(Original story on The Chicago Tribune here.)
Sure, no one lost his/her job with the declaration by the parish leaders that Facebook encourages “vanity and dishonesty” or with the parishioner’s insistence that his single status on Facebook attracted lots of “blatantly sexualized photos enticing [him] to join ‘dating’ sites.”
But what does this do to the reputation of the religion?
That’s right. It gives non-believer readers the impression that the faith is not with the times, like how All Facebook pokes fun at that particular parishioner for not knowing how to remove those ads. I could say more, but I’m not going to risk losing either my salvation or my job.
Facebook and Christianity a bad mix, Chicago parish warns
By Manya Brachear, Tribune reporter5:27 p.m. CDT, April 6, 2011
Pope Benedict XVI and Chicago’s Cardinal Francis George may have their own Facebook fan pages, but one Roman Catholic parish in Chicago warned parishioners this past Sunday about the dangers of Facebook.

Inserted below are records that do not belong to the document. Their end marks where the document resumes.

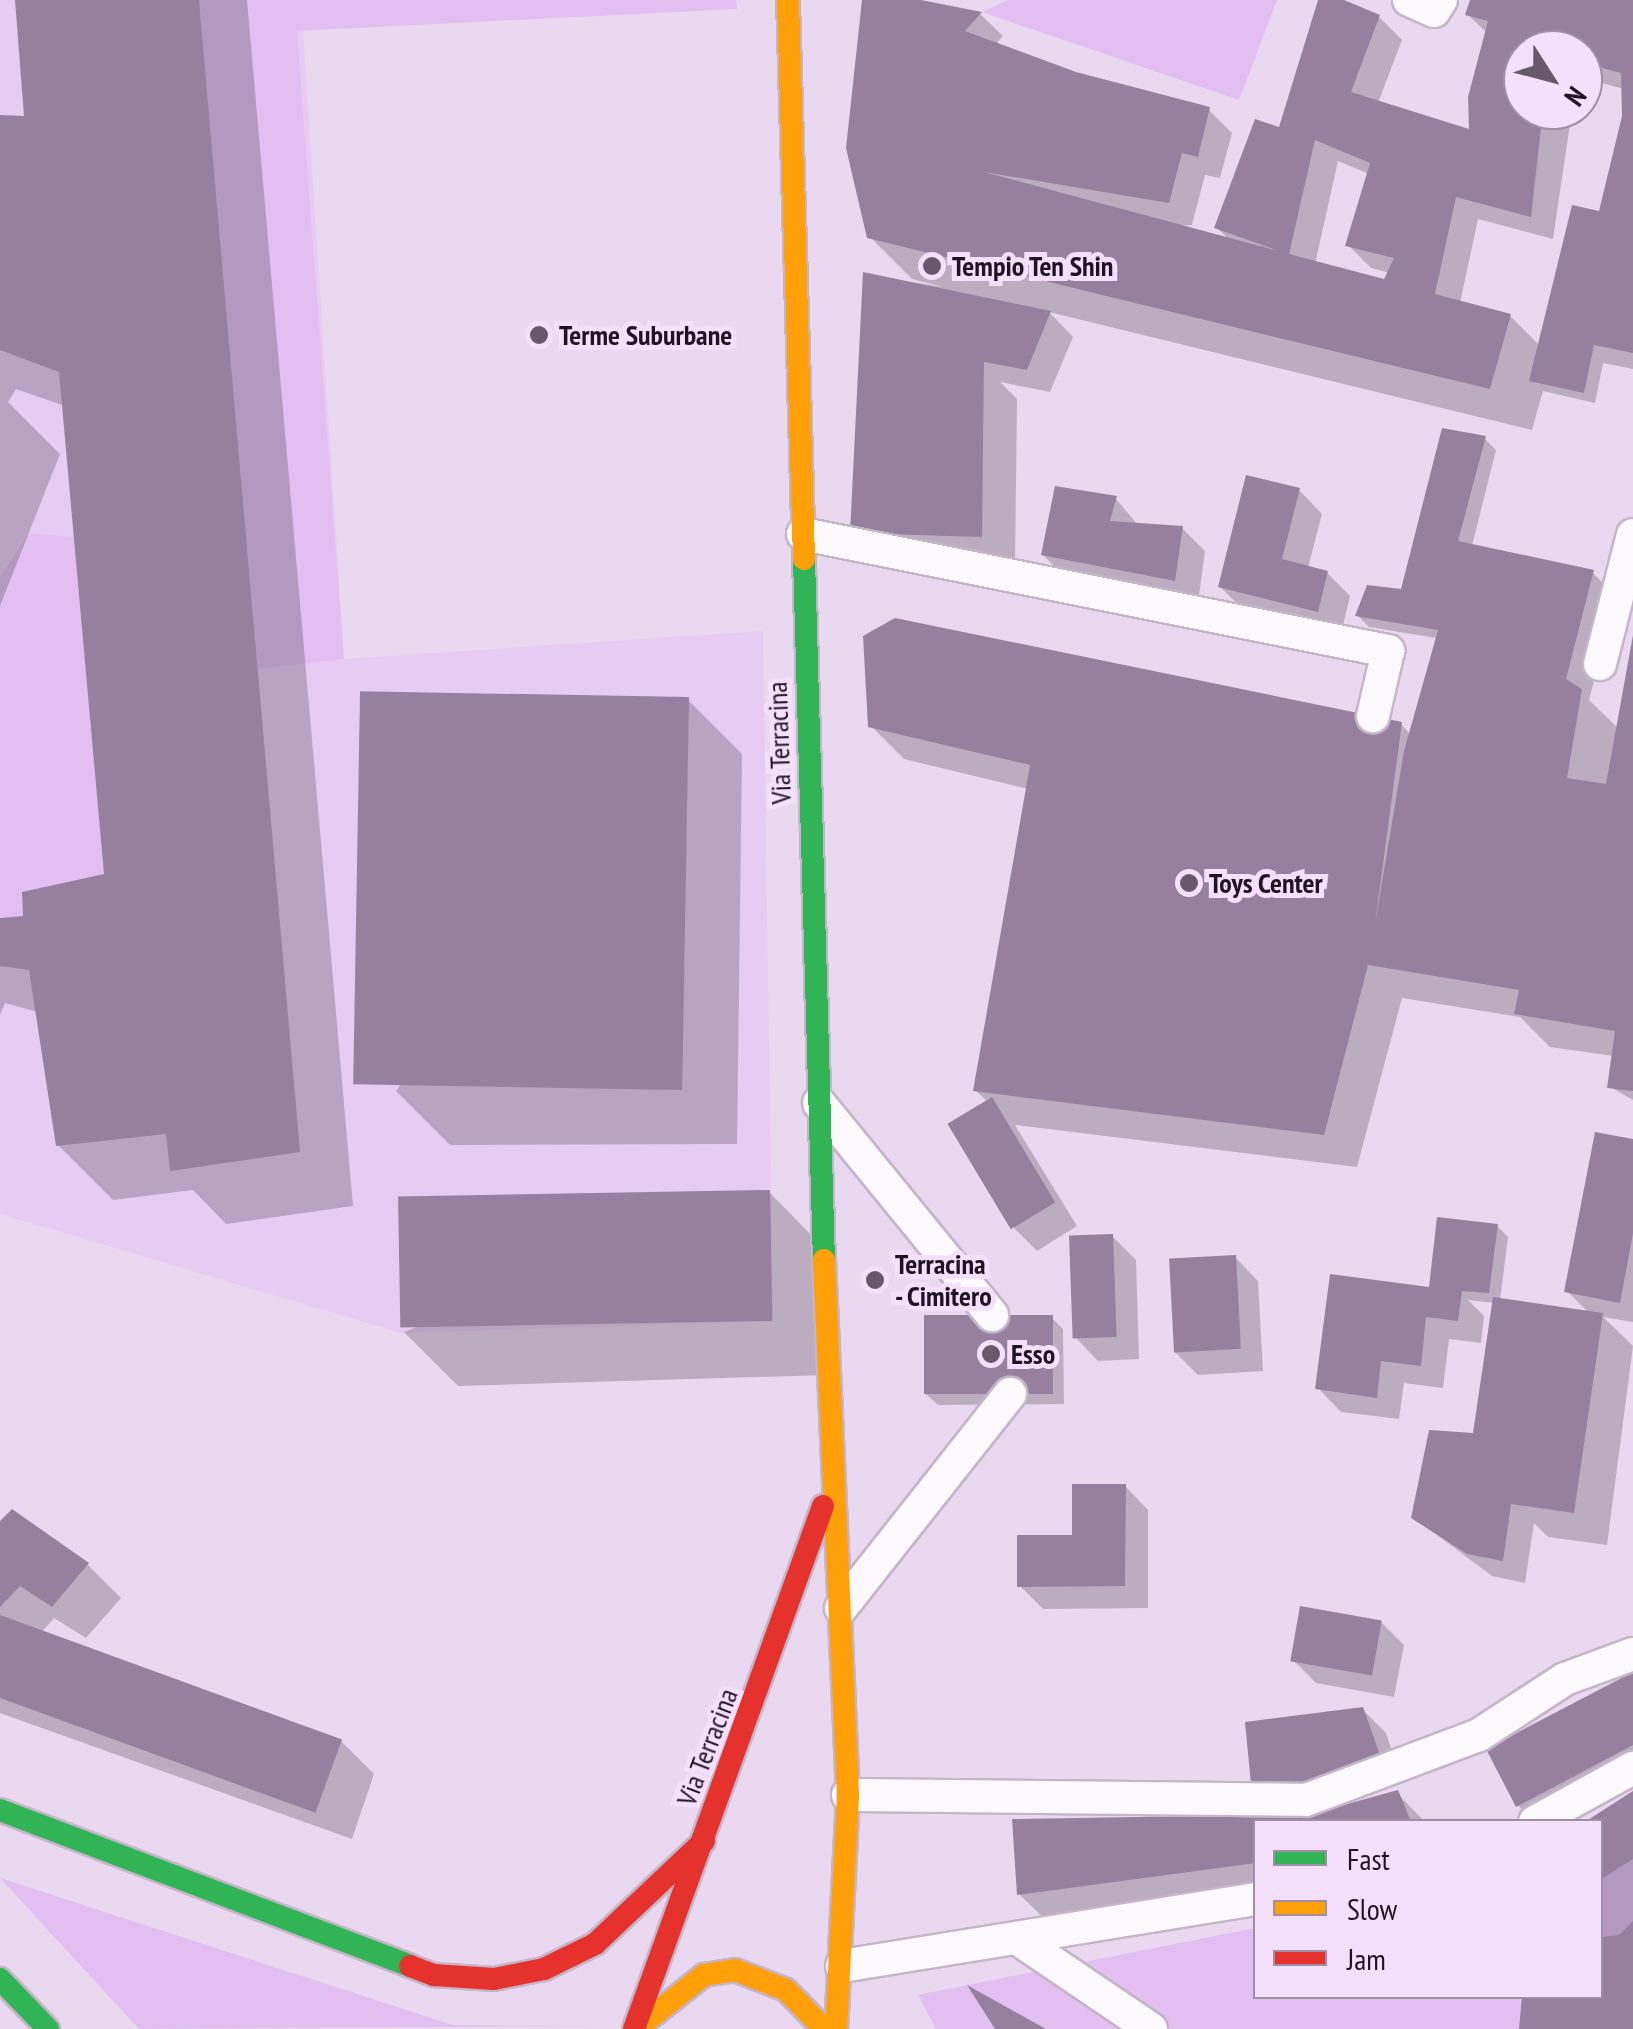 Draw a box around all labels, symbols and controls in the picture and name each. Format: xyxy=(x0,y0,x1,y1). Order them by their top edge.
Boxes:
north arrow xyxy=(1503,30,1603,130)
text: N xyxy=(1557,80,1595,114)
place label: Tempio Ten Shin xyxy=(952,249,1114,283)
marker: Tempio Ten Shin xyxy=(921,255,943,277)
place label: Terme Suburbane xyxy=(559,318,732,352)
marker: Terme Suburbane xyxy=(528,324,550,346)
street label: Via Terracina xyxy=(760,681,798,805)
place label: Toys Center xyxy=(1209,866,1323,900)
marker: Toys Center xyxy=(1178,872,1200,894)
place label: Terracina - Cimitero xyxy=(895,1247,994,1313)
marker: Terracina - Cimitero xyxy=(864,1269,886,1291)
place label: Esso xyxy=(1011,1337,1055,1371)
marker: Esso xyxy=(980,1343,1002,1365)
street label: Via Terracina xyxy=(669,1683,745,1811)
legend xyxy=(1253,1819,1603,1999)
text: Fast xyxy=(1347,1839,1390,1878)
text: Slow xyxy=(1347,1889,1397,1928)
text: Jam xyxy=(1347,1939,1386,1978)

“[Facebook] is exactly the opposite of the Christian culture where people go into the secrecy and sacredness of the confessional to blot out their sins forever,” St. John Cantius parish leaders wrote in the church bulletin.
The warning was directed at families trying to raise their children in a wholesome environment. It indicted social networking sites for encouraging vanity and dishonesty by providing an outlet for children to create their own electronic version of reality. It also pointed out, for example, that acronyms such as PIR (parent in room), POS (parent over shoulder) and GYPO (get your pants off) can lead children far astray.

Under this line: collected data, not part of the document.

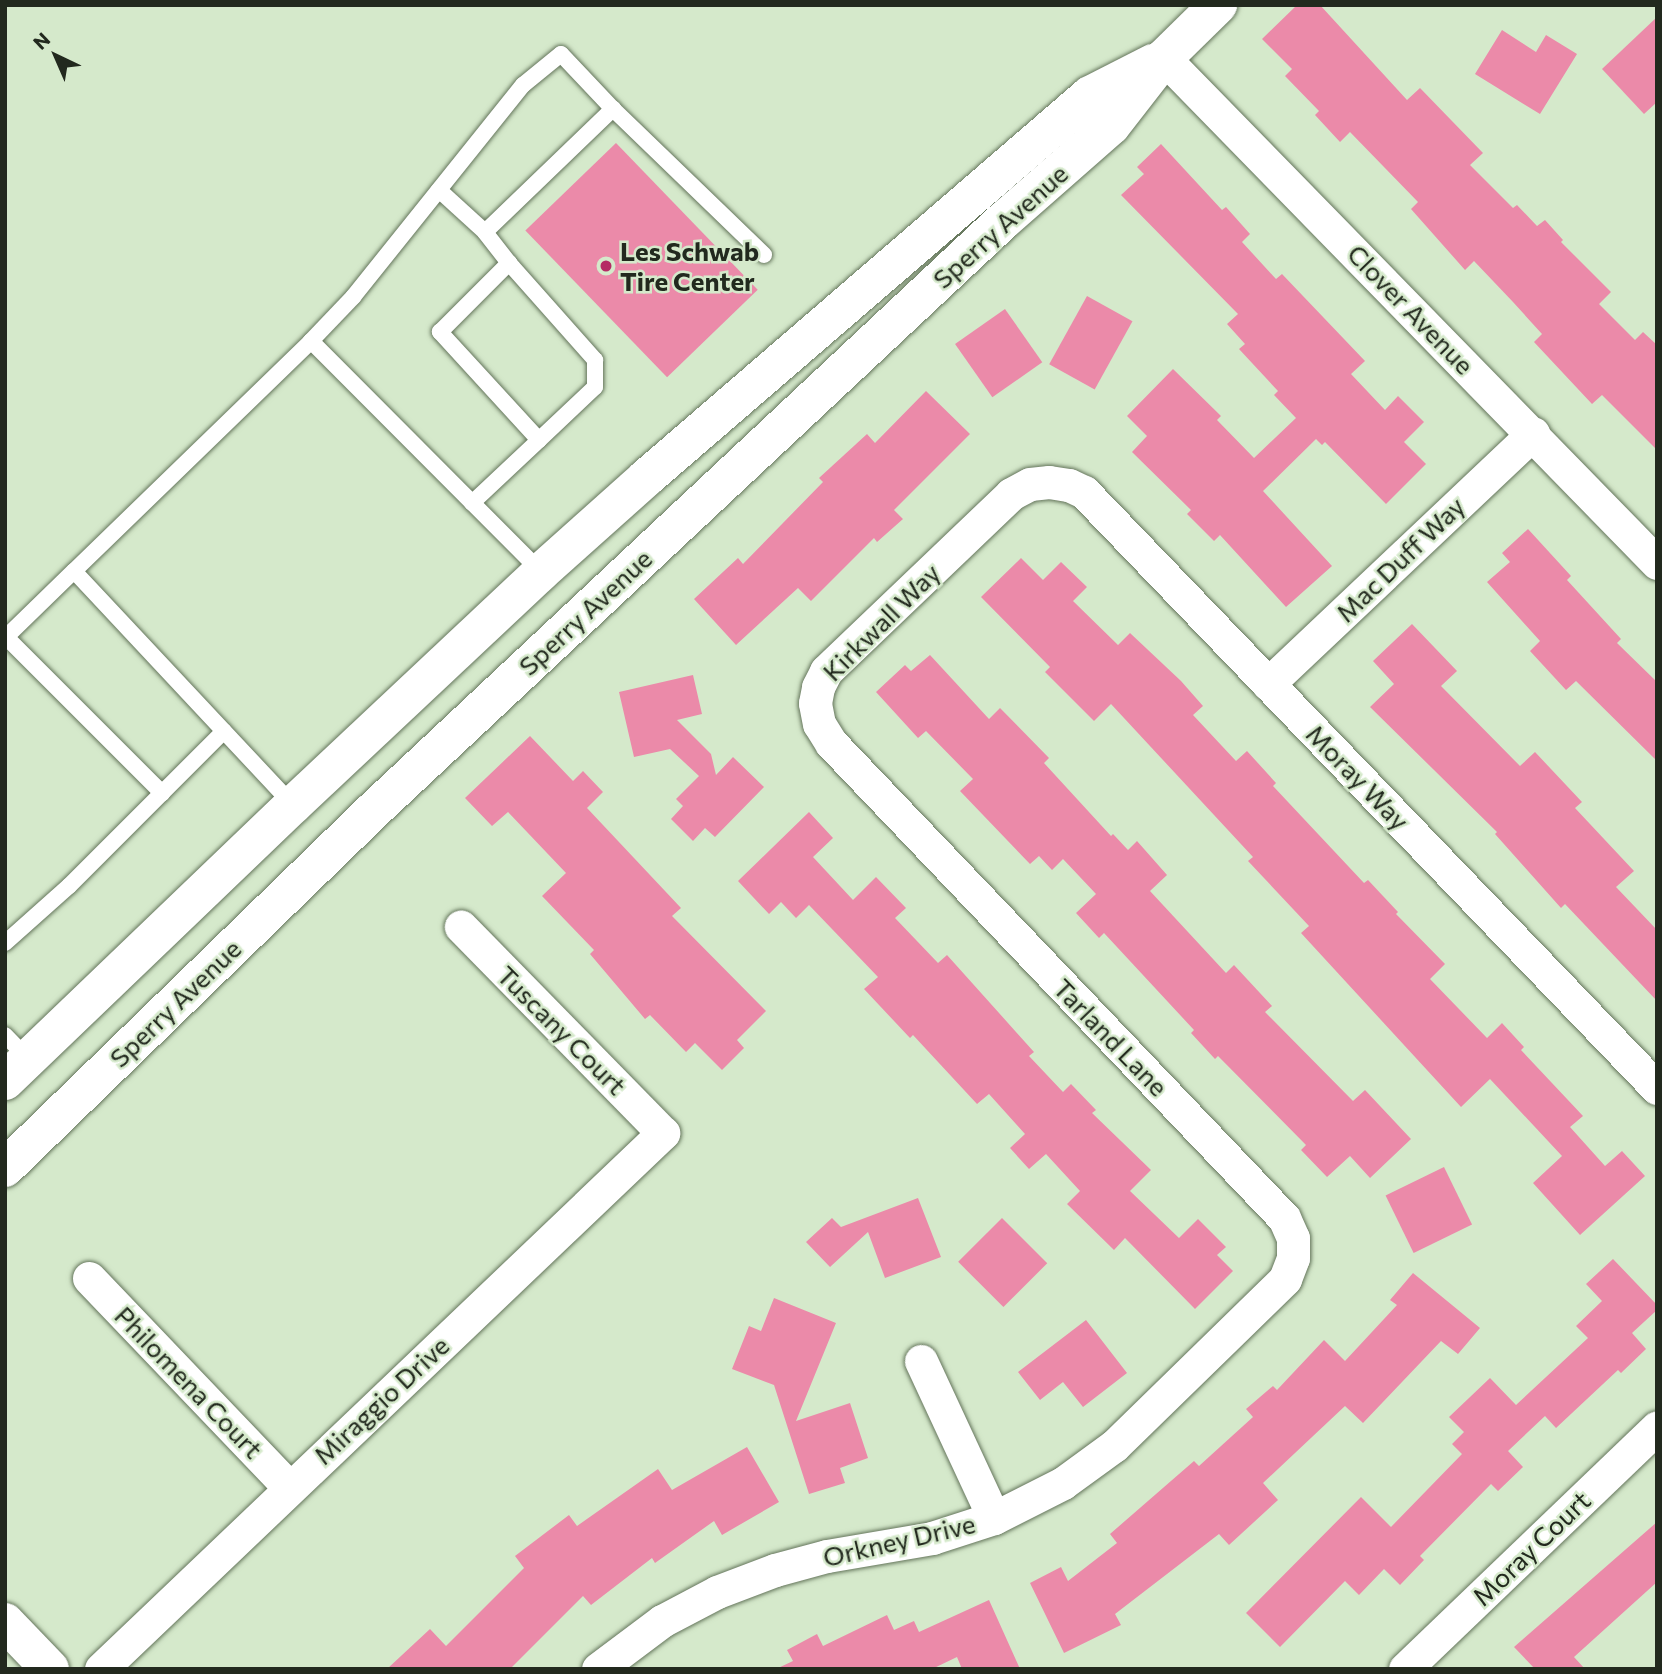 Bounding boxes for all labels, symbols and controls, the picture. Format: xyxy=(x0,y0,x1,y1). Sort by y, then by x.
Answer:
north arrow xyxy=(21,21,91,91)
text: N xyxy=(28,27,54,54)
street label: Sperry Avenue xyxy=(926,157,1074,295)
place label: Les Schwab Tire Center xyxy=(620,235,759,296)
street label: Clover Avenue xyxy=(1341,238,1481,380)
marker: Les Schwab Tire Center xyxy=(598,258,614,274)
street label: Mac Duff Way xyxy=(1329,490,1471,628)
street label: Sperry Avenue xyxy=(512,543,658,681)
street label: Kirkwall Way xyxy=(816,557,946,687)
street label: Moray Way xyxy=(1300,718,1416,836)
street label: Sperry Avenue xyxy=(103,933,247,1073)
street label: Tuscany Court xyxy=(491,959,633,1101)
street label: Tarland Lane xyxy=(1047,972,1175,1102)
street label: Philomena Court xyxy=(109,1300,269,1464)
street label: Miraggio Drive xyxy=(307,1329,455,1471)
street label: Moray Court xyxy=(1466,1484,1596,1612)
street label: Orkney Drive xyxy=(820,1507,978,1573)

“God entrusted parents with the care of their children for one particular purpose, and that is to teach them the way ‘to know, love, and serve God in this life and save their souls hereafter.’ Everything leads us to think that Facebook fits poorly into this plan and was devised for a very different goal.”
Parishioner Matt Abbott said he walked away from his 2,000 Facebook friends a while back because the site had become a “temptation.” For example, his single status invited a barrage of racy ads.

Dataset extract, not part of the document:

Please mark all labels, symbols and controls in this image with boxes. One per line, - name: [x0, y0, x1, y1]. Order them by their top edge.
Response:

“I can appreciate a good-looking woman. But, as a single Catholic man who strives to remain faithful to the Church’s moral teachings, I don’t like blatantly sexualized photos enticing me to join ‘dating’ sites,” he said.
“Of course, the Internet in general — not just the social network sites — is a force to be reckoned with,” he wrote in an email. “There’s a lot of good and useful material on it, but there’s also a lot of filth.”